=== Extracted data ===

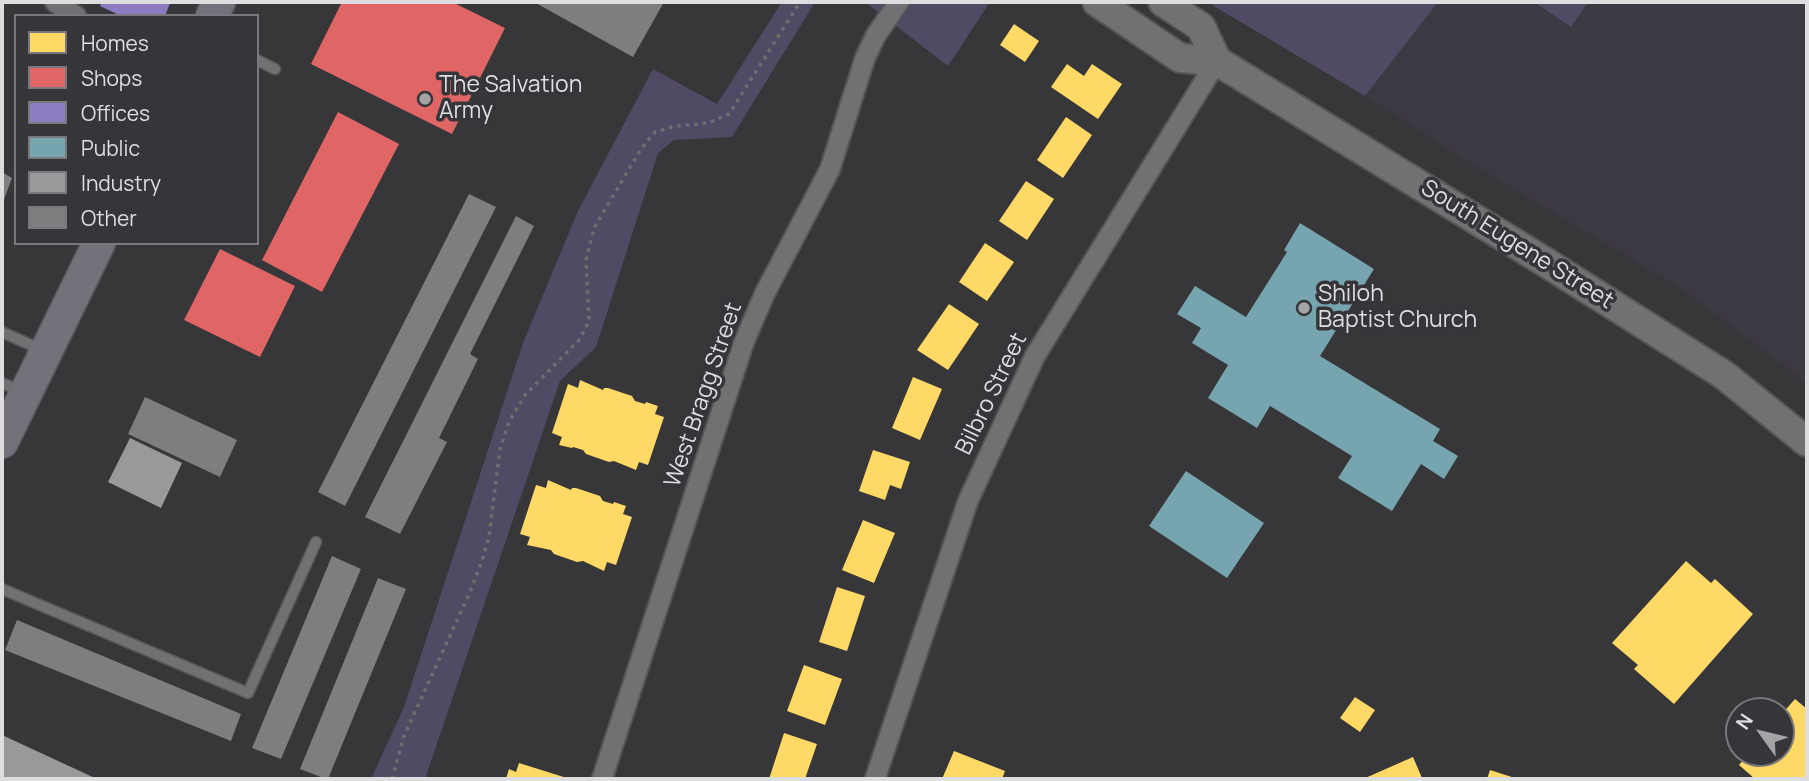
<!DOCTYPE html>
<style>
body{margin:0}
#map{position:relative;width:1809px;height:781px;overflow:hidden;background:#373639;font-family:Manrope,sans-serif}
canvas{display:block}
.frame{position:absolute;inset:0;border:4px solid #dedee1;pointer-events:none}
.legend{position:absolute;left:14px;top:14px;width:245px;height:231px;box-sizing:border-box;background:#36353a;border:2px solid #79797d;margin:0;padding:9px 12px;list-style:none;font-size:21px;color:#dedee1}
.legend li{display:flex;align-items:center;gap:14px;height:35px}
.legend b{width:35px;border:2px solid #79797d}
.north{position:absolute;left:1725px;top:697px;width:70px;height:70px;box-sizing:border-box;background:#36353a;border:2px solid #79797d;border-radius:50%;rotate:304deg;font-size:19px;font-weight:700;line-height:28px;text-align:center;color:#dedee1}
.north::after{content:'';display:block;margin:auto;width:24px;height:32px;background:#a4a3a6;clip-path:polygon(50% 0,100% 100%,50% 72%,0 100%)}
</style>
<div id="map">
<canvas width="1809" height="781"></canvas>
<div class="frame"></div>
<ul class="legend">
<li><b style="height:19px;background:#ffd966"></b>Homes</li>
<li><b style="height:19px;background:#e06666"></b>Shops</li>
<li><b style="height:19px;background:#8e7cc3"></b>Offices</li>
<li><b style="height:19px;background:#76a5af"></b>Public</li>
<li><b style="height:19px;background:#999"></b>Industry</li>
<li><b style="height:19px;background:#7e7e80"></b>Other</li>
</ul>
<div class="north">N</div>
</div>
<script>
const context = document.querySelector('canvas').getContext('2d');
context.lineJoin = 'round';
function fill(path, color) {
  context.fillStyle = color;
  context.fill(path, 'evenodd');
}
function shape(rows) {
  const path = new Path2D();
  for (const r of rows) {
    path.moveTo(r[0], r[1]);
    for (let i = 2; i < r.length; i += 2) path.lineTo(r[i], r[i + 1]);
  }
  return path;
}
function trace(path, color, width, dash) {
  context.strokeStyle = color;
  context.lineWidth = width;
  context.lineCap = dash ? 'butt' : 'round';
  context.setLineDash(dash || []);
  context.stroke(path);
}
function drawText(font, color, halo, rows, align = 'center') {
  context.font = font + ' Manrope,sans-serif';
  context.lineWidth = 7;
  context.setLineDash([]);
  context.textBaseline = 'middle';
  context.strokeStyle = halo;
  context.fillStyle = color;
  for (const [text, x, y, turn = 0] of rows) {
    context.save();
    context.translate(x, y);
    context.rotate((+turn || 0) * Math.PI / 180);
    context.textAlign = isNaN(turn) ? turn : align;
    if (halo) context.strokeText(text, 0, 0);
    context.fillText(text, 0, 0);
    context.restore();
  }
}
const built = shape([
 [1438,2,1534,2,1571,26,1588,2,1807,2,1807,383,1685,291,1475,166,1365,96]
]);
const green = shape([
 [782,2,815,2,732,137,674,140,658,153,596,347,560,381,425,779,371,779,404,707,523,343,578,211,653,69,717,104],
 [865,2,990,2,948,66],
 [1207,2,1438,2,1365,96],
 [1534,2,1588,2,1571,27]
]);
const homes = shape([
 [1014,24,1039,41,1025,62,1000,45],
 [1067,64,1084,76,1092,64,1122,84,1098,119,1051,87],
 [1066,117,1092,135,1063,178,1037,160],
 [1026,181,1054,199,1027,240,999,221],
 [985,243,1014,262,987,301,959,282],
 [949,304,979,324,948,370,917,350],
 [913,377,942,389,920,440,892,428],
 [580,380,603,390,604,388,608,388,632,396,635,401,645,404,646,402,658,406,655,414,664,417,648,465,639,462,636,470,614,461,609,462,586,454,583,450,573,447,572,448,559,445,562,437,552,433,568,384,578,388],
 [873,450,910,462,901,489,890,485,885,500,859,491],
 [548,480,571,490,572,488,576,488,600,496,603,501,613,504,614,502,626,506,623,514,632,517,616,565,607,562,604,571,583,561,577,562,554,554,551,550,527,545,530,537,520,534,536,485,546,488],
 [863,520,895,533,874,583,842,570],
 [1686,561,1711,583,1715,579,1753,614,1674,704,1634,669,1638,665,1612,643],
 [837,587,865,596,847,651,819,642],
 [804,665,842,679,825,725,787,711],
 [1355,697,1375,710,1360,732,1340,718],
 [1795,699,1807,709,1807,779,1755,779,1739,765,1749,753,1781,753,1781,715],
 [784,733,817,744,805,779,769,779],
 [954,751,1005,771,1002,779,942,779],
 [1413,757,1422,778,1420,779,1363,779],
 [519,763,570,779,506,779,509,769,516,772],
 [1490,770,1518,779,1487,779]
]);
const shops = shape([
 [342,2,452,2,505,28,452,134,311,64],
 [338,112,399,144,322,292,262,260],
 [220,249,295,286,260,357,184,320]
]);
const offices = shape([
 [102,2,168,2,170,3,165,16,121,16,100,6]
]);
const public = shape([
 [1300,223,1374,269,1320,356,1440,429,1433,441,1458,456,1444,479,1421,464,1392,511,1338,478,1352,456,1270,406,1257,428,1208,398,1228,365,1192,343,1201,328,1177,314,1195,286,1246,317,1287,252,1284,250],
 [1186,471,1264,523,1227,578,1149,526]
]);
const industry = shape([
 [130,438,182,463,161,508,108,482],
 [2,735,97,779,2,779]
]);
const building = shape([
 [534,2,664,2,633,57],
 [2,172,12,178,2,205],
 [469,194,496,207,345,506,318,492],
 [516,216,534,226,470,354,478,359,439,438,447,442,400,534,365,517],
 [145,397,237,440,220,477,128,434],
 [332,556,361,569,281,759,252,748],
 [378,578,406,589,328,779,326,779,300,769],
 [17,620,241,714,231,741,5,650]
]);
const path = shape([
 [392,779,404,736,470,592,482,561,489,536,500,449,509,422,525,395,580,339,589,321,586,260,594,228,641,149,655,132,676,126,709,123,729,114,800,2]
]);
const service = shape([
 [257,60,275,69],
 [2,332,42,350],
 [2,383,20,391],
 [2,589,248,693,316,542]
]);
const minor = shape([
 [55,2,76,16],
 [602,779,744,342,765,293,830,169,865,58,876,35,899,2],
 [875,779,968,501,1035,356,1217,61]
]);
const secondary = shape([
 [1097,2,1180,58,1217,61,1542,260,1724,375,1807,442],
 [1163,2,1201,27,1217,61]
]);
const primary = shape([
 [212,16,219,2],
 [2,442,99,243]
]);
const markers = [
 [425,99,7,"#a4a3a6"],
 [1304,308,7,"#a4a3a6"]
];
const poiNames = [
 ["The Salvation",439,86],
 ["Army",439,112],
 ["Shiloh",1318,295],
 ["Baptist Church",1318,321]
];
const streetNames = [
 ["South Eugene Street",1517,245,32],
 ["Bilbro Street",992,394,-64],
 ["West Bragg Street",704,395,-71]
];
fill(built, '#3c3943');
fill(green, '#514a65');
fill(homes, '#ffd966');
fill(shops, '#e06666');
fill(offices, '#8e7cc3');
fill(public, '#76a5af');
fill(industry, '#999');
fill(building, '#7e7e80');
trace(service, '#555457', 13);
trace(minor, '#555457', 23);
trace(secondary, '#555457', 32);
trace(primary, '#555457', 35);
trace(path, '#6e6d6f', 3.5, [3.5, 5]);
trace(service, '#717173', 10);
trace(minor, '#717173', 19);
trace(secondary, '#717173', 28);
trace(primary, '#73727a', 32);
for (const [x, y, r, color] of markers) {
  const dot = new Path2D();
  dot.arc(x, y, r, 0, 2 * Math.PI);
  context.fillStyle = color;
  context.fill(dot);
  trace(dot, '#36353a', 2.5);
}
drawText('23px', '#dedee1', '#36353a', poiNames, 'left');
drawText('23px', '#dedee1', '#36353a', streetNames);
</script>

===

- _Your instructions_
The required output is the stretch of entries above from the line containing "context.setLineDash([]);" through the line containing "context.textAlign = isNaN(turn)", reproduced exactly.

- _Exercise output_
  context.setLineDash([]);
  context.textBaseline = 'middle';
  context.strokeStyle = halo;
  context.fillStyle = color;
  for (const [text, x, y, turn = 0] of rows) {
    context.save();
    context.translate(x, y);
    context.rotate((+turn || 0) * Math.PI / 180);
    context.textAlign = isNaN(turn) ? turn : align;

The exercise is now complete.